Industry still seeing decrease in tenders and projects
Nadia Todorova, interim executive director with the Residential and Civil Construction Alliance of Ontario, said members started 2020 strong with a backlog of work but have seen a precipitous drop of infrastructure tenders coming down the pipeline.
“COVID hit and there were issues on the municipal side in terms of the operating constraints that a lot of municipalities were facing which really presented a lot of challenges for our industry and really has impacted the volume of work coming down the pipeline over the last several months,” Todorova said. “There are challenges that need to be addressed before we can continue to build as much as we have in the past.”
Governments need to do more to address the issues municipalities are facing or it will have “disastrous” consequences for the industry and the province’s economic recovery, said Todorova.
“Municipalities are facing a lot of the same operating pressures and unless the federal government comes to the table with another Safe Restart Agreement for 2021, similar to what they did in 2020, with that specific funding for municipalities to help them address their operating pressures, our industry is going to be in trouble,” stated Todorova. “Municipalities are going to significantly decrease their spending and then take money from their capital budgets to address those pressures.”
Based on a survey of ACEC – Ontario member firms last fall, part of the membership has also noted a downturn in municipal projects.
“The larger municipality tends to be the larger the project, the more certainty there is about the continuation of work going forward,” said Matthews. “The concern about fewer public sector opportunities was actually higher among the larger firms who serve the large municipalities.”
Different approaches being implemented
Mark Romoff, president and CEO of the Canadian Council for Public-Private Partnerships, said there are many reasons to be positive about the year ahead, including infrastructure funding commitments from all levels of government.
In addition, the Canada Infrastructure Bank is focused on ways to collaborate with municipalities.
“I’m hoping that will lead to more encouraging levels of activity at the municipal level,” he noted. “The bank is dedicating $1 billion towards Indigenous infrastructure projects. That I think is a very much of interest at the municipal level.”
Although P3s have had great results in Ontario and across the country, other procurement and financing models are being considered by agencies like Infrastructure Ontario and Metrolinx. “One thing we’ve be seeing over the last couple of months and I think it is in part driven by the realities of COVID is there is more flexibility on the part of procurement agencies to explore new and different models,” said Romoff. “The Alliance model, Integrated Project Delivery, construction management, these are all different approaches to bring projects successfully to market.”

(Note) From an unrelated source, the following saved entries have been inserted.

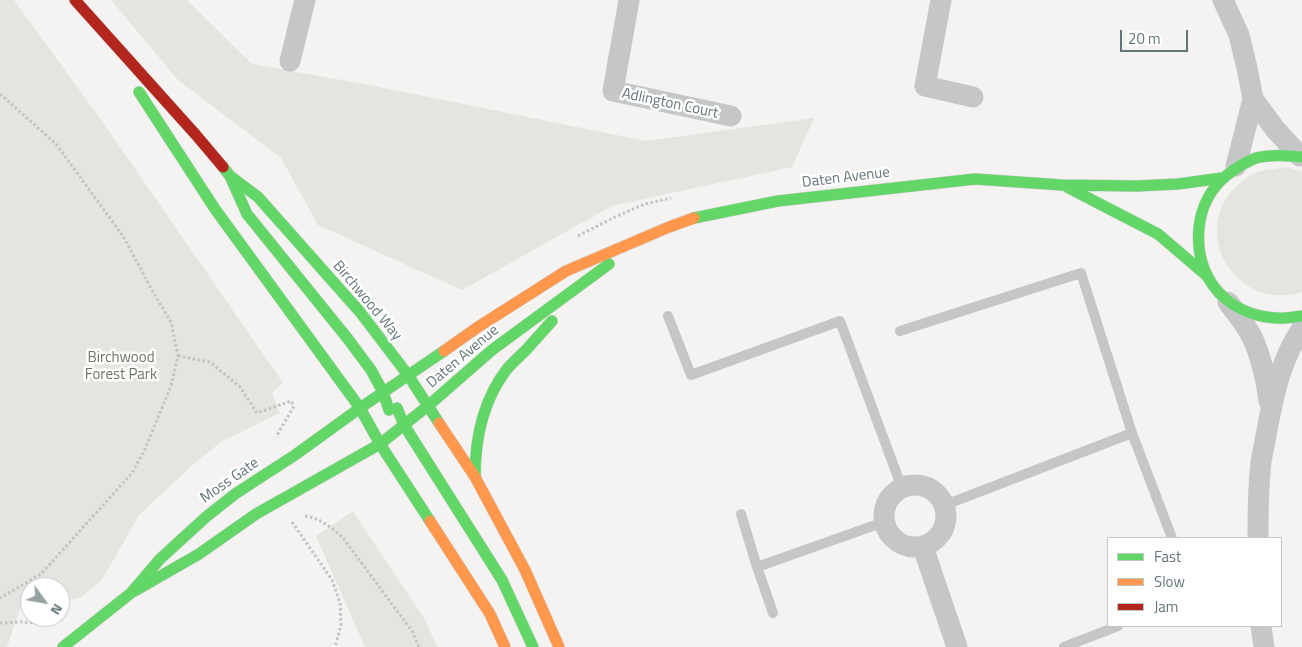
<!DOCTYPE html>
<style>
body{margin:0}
#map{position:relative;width:1302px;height:647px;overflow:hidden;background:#f4f3f2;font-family:"Titillium Web",sans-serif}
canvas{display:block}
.legend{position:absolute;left:1107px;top:537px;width:175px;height:90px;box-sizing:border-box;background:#fff;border:1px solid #c1c8ca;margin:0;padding:6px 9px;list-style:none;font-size:15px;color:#63757a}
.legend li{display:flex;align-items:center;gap:10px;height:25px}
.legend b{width:25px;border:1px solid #c1c8ca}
.north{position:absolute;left:20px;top:577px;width:50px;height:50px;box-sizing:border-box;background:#fff;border:1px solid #c1c8ca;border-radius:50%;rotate:122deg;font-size:14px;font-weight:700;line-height:20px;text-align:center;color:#63757a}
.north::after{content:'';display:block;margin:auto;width:18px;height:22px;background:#96a1a4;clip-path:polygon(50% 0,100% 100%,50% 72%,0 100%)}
.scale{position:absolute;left:1120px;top:30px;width:68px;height:22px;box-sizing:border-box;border:2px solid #63757a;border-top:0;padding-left:6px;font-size:15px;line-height:18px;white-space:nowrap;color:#63757a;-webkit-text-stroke:4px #fff;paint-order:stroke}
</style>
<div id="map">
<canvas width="1302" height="647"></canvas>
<ul class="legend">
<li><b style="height:6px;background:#63d668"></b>Fast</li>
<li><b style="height:6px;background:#ff974d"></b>Slow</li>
<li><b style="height:6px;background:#b3261e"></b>Jam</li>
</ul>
<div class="north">N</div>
<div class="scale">20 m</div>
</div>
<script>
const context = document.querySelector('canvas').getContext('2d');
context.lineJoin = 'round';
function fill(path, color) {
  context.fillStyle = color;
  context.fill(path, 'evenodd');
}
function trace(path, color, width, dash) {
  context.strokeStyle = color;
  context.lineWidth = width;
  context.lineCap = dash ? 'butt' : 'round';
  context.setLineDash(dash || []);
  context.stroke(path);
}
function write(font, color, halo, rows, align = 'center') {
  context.font = font + ' "Titillium Web",sans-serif';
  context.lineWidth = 5;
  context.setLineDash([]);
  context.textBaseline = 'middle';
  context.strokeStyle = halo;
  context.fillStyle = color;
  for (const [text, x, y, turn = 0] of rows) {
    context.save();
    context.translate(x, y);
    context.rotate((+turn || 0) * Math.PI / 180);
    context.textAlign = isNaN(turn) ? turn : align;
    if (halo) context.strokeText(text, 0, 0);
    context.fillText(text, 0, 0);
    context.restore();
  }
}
const green = new Path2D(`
 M0 0H14L102 121 283 383 272 393 280 413 221 442 198 460 140 514 101 581 80 598 60 602V587H30V607L20 609 7 647H0Z
 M111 0H187L252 64 364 84 646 141 814 118 792 167 612 206 462 290 318 225 281 158 177 79Z
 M1285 167 1302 171V292C1234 313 1187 228 1239 184 1245 179 1251 174 1258 172 1267 169 1276 169 1285 167Z
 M353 511 425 620 437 647H365L316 536Z`);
const path = new Path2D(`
 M0 94 56 144 123 236 152 290 171 322 178 356 171 386 145 449 132 473 41 574 0 598
 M578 236 615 217 645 204 671 198
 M178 356 210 362 240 387 257 413 291 401 294 406 276 437
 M305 516C320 518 332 528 343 538L412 631 419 647
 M292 522 332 580 340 603 341 625 335 647
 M0 623 21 622 52 624`);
const lane = new Path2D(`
 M668 316 691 375 840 321 902 488
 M900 331 1081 273 1132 433 1172 538
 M945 505 1132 433
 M741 514 757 567 884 522
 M757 567 773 613
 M1064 647 1118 626`);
const street = new Path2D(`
 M629 0 613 91 731 116
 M941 0 925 86 973 97
 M1223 0 1239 35 1247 68 1253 99 1236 166
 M290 61 305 0
 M1253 99 1275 129 1300 156
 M1228 302C1236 313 1246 325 1252 337 1262 358 1266 379 1269 401
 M884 516a31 31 0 1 1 62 0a31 31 0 1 1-62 0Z
 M1258 538C1258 517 1258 495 1260 473 1260 461 1264 448 1266 436 1273 397 1280 361 1302 328
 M923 547 957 647
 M1261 626 1264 647`);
const fast = new Path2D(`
 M139 92 215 209 360 408 380 444 430 521
 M1302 157C1287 155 1272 154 1256 158 1245 162 1236 168 1227 175 1211 188 1201 207 1199 228 1193 289 1243 328 1302 316
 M223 167 230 176 258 197 360 312 408 375 439 423
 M230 176 247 214 348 339 371 370 383 392 389 410
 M1067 187 1158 234 1206 275
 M694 218 778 201 975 179 1062 185 1137 186 1178 184 1222 178
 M397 408 404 425 502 580 533 647
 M475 477C475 438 483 400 507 369 513 362 520 356 526 350 535 340 543 331 552 321
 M131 593 160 559 206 517 235 494 295 455 360 408 444 351
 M63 647 131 593 199 554 256 514 380 444 429 405 492 350 609 264`);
const slow = new Path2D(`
 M444 351 478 327 566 271 669 227 694 218
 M439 423 475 477 525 570 559 647
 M430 521 490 614 505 647`);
const jam = new Path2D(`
 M75 0 196 135 223 167`);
const streetNames = [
 ["Adlington Court",670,104,12],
 ["Daten Avenue",846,178,-7],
 ["Birchwood Way",367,301,50],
 ["Daten Avenue",463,357,-40],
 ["Moss Gate",230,481,-35]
];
const parkNames = [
 ["Birchwood",121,358],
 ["Forest Park",121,375]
];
fill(green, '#e3e5e0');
trace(fast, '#cecfcf', 12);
trace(slow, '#cecfcf', 12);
trace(jam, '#cecfcf', 12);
trace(path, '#c3c3c4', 3, [2.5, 2.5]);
trace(lane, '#c4c6c7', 10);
trace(street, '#c4c6c7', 21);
trace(fast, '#63d668', 11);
trace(slow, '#ff974d', 11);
trace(jam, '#b3261e', 11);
write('15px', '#63757a', '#fff', streetNames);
write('15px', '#6c7765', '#fff', parkNames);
</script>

Another positive development is a commitment to unsolicited proposals.
“The private sector will be given the chance to make a proposal to governments and that will lead to more opportunities and at the same time to more innovative approaches to tackle the big infrastructure challenges that Ontario and other parts of Canada are confronting,” Romoff said.

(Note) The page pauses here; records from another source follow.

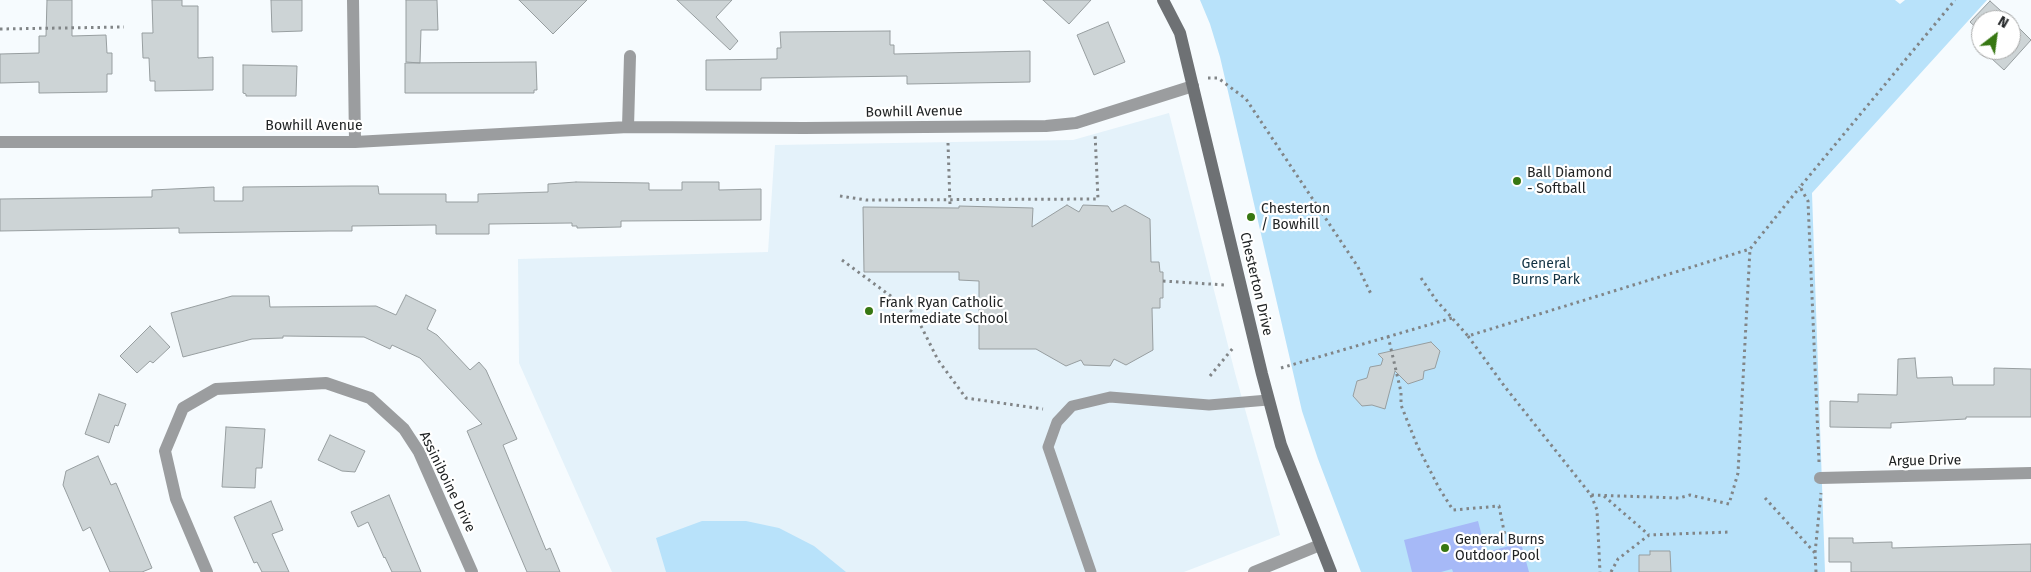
<!DOCTYPE html>
<style>
body{margin:0}
#map{position:relative;width:2031px;height:572px;overflow:hidden;background:#f6fbfe;font-family:"Fira Sans",sans-serif}
canvas{display:block}
.north{position:absolute;left:1971px;top:10px;width:50px;height:50px;box-sizing:border-box;background:#fff;border:1px solid #a6a7a7;border-radius:50%;rotate:30deg;font-size:14px;font-weight:700;line-height:20px;text-align:center;color:#202324}
.north::after{content:'';display:block;margin:auto;width:18px;height:22px;background:#377712;clip-path:polygon(50% 0,100% 100%,50% 72%,0 100%)}
</style>
<div id="map">
<canvas width="2031" height="572"></canvas>
<div class="north">N</div>
</div>
<script>
const c = document.querySelector('canvas').getContext('2d');
c.lineJoin = 'round';
function fillPath(path, color) { c.fillStyle = color; c.fill(path, 'evenodd'); }
const shape = rows => new Path2D(rows.map(r => 'M' + r).join(''));
function trace(path, color, width, dash) { c.strokeStyle = color; c.lineWidth = width; c.lineCap = dash ? 'butt' : 'round'; c.setLineDash(dash || []); c.stroke(path); }
function drawText(font, color, halo, rows, align = 'center') {
  c.font = font + ' "Fira Sans",sans-serif'; c.lineWidth = 4.5; c.setLineDash([]); c.textBaseline = 'middle'; c.strokeStyle = halo; c.fillStyle = color; for (const [text, x, y, turn = 0] of rows) {
    c.save(); c.translate(x, y); c.rotate((+turn || 0) * Math.PI / 180); c.textAlign = isNaN(turn) ? turn : align; if (halo) c.strokeText(text, 0, 0); c.fillText(text, 0, 0); c.restore();
  }
}
fillPath(shape([
 [1169,113,1235,373,1280,535,1184,572,612,572,519,363,518,259,768,252,775,145,1073,140]
]), '#e4f2fa');
fillPath(shape([
 [1200,0,1895,0,1900,4,1905,0,1987,0,1812,193,1825,572,1361,572,1318,459,1302,411,1220,57,1210,24],
 [702,521,746,521,779,528,814,546,846,572,666,572,656,538]
]), '#b8e2fa');
fillPath(shape([
 [1478,521,1486,552,1521,543,1529,572,1453,572,1452,569,1441,572,1412,572,1404,540]
]), '#a6b9f7');
const building = shape([
 [47,0,72,0,72,36,106,35,107,53,112,53,112,74,107,74,107,92,39,93,39,82,0,83,0,54,39,53,39,36,46,36,47,0],
 [152,0,182,0,182,6,198,6,198,58,213,57,213,90,155,91,155,81,150,81,149,58,143,58,142,33,153,33,152,0],
 [271,0,302,0,302,31,272,32,271,0],
 [406,0,437,0,438,30,421,30,420,63,406,62,406,0],
 [519,0,587,0,553,34,519,0],
 [677,0,732,0,716,17,738,41,730,50,677,0],
 [1043,0,1091,0,1069,24,1043,0],
 [1990,1,2011,20,1981,20,1981,32,1970,22,1990,1],
 [2011,20,2031,40,2004,70,1991,58,1998,50,2011,50,2011,20],
 [1108,22,1125,62,1094,75,1077,35,1108,22],
 [890,31,890,45,894,45,894,54,1030,51,1030,82,907,84,907,76,761,78,761,90,706,90,706,60,777,59,777,48,781,48,780,32,890,31],
 [536,62,537,90,534,90,534,93,405,93,405,63,536,62],
 [243,65,297,66,296,96,246,96,246,94,243,93,243,65],
 [576,182,649,183,649,190,682,190,682,182,719,182,719,190,761,189,761,220,621,221,621,227,577,228,577,226,572,226,572,223,489,224,489,234,436,234,436,225,352,226,352,231,330,231,179,233,179,228,0,231,0,199,152,197,152,190,214,187,214,201,243,201,243,187,352,186,378,186,379,194,446,194,446,202,478,202,478,194,548,192,548,184,576,182],
 [1067,205,1079,212,1083,205,1108,206,1112,212,1125,205,1150,219,1151,262,1159,262,1160,272,1163,272,1163,298,1160,298,1160,308,1152,308,1153,350,1126,365,1114,359,1110,366,1084,365,1081,360,1066,366,1036,349,979,349,979,281,959,280,959,272,864,272,863,207,959,208,959,206,1033,208,1032,227,1067,205],
 [406,295,436,310,427,329,437,335,470,370,479,362,486,370,517,439,503,445,546,550,550,548,560,572,527,572,467,431,482,424,420,358,392,345,390,349,364,337,283,336,283,338,252,339,183,357,171,313,232,296,269,296,270,307,376,306,396,315,406,295],
 [150,326,170,347,153,363,150,361,137,373,120,356,150,326],
 [1431,342,1440,351,1435,368,1424,371,1423,379,1408,384,1395,371,1385,409,1372,405,1362,406,1353,396,1357,381,1367,378,1370,367,1381,365,1383,359,1378,354,1431,342],
 [1915,358,1917,378,1952,377,1953,385,1994,385,1994,368,2031,369,2031,417,1966,417,1966,419,1891,423,1891,428,1830,427,1830,401,1858,402,1858,394,1897,395,1898,359,1915,358],
 [99,394,126,404,118,426,115,425,109,443,85,434,99,394],
 [226,427,265,429,262,468,256,468,255,488,222,487,226,427],
 [330,435,365,451,355,472,342,471,318,460,330,435],
 [98,456,111,485,116,483,152,568,142,572,110,572,90,527,83,531,63,485,66,471,98,456],
 [389,495,421,572,392,572,385,557,384,558,368,522,358,527,351,512,389,495],
 [271,501,283,530,272,534,289,572,262,572,257,562,254,563,234,517,271,501],
 [1829,538,1853,538,1853,543,1892,542,1892,548,2031,544,2031,572,1851,572,1851,562,1829,562,1829,538],
 [1650,551,1670,551,1671,572,1639,572,1639,555,1650,555,1650,551]
]);
fillPath(building, '#cdd4d6');
trace(building, '#979ea0', 1);
trace(shape([
 [0,29,124,27],
 [1208,78,1218,78,1246,99,1358,267,1371,294],
 [948,143,950,205],
 [840,196,866,200,1098,199,1095,133],
 [842,260,915,314,938,360,966,398,1043,409],
 [1421,278,1436,300,1468,336,1750,249,1800,187],
 [1163,281,1225,285],
 [1388,336,1401,392,1401,405,1417,445,1439,488,1453,510,1499,506,1505,536],
 [1468,336,1505,387,1591,495,1679,498,1690,495,1729,504,1738,473,1750,249],
 [1281,368,1452,318],
 [1210,376,1233,348],
 [1819,462,1808,201,1800,187,1955,0],
 [1591,495,1597,510,1600,572],
 [1604,496,1649,535],
 [1765,498,1815,553],
 [1611,572,1618,559,1649,535,1729,532],
 [1816,572,1815,553,1821,493]
]), '#818587', 3, [2.5, 4]);
trace(shape([
 [1091,572,1048,447,1057,422,1072,406,1110,397,1209,405,1268,400]
]), '#9b9d9f', 11);
trace(shape([
 [353,0,355,142],
 [628,127,630,56],
 [0,142,355,142,628,127,804,128,1046,126,1076,123,1193,86],
 [1820,478,2031,473],
 [207,572,176,499,165,451,183,408,216,389,326,383,370,398,404,429,419,452,472,572],
 [1254,572,1320,545]
]), '#9b9d9f', 12);
trace(shape([
 [1163,0,1180,33,1262,374,1281,445,1331,572]
]), '#6e7174', 12);
for (const [x, y, r, color] of [
 [1517,181,5,"#377712"],
 [1251,217,5,"#377712"],
 [869,311,5,"#377712"],
 [1445,548,5,"#377712"]
]) { const dot = new Path2D(); dot.arc(x, y, r, 0, 2 * Math.PI); c.fillStyle = color; c.fill(dot); trace(dot, '#fff', 2); }
drawText('14px', '#202324', '#fff', [
 ["Bowhill Avenue",914,112,-1],
 ["Bowhill Avenue",314,126],
 ["Chesterton Drive",1256,284,77],
 ["Argue Drive",1925,461,-1],
 ["Assiniboine Drive",447,482,64]
]);
drawText('14px', '#202324', '#fff', [
 ["Ball Diamond",1527,173],
 ["- Softball",1527,189],
 ["Chesterton",1261,209],
 ["/ Bowhill",1261,225],
 ["Frank Ryan Catholic",879,303],
 ["Intermediate School",879,319],
 ["General Burns",1455,540],
 ["Outdoor Pool",1455,556]
], 'left');
drawText('14px', '#113243', '#fff', [
 ["General",1546,264],
 ["Burns Park",1546,280]
]);
</script>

Shovel worthy and shovel smart projects
Matthews said his organization’s philosophy is to put a focus on “shovel worthy” projects.
“These are projects that may not create construction jobs in the next six months but it allows planning work and design work to get underway for construction that may take place six, nine, 12 months from now,” said Matthews. “Ultimately it provides long-term economic stimulus to the municipality or to the province generally.”
Romoff added the council is discussing “shovel smart” projects.
“We want to make sure that governments are investing in projects that are really going to have an impact on the long-term plans for economic recovery,” said Romoff. “You want to make sure you put in place projects that are going to grow the GDP, going to create good quality jobs and at the same time of course really enhance productivity and in the case of Ontario their own global competitiveness.”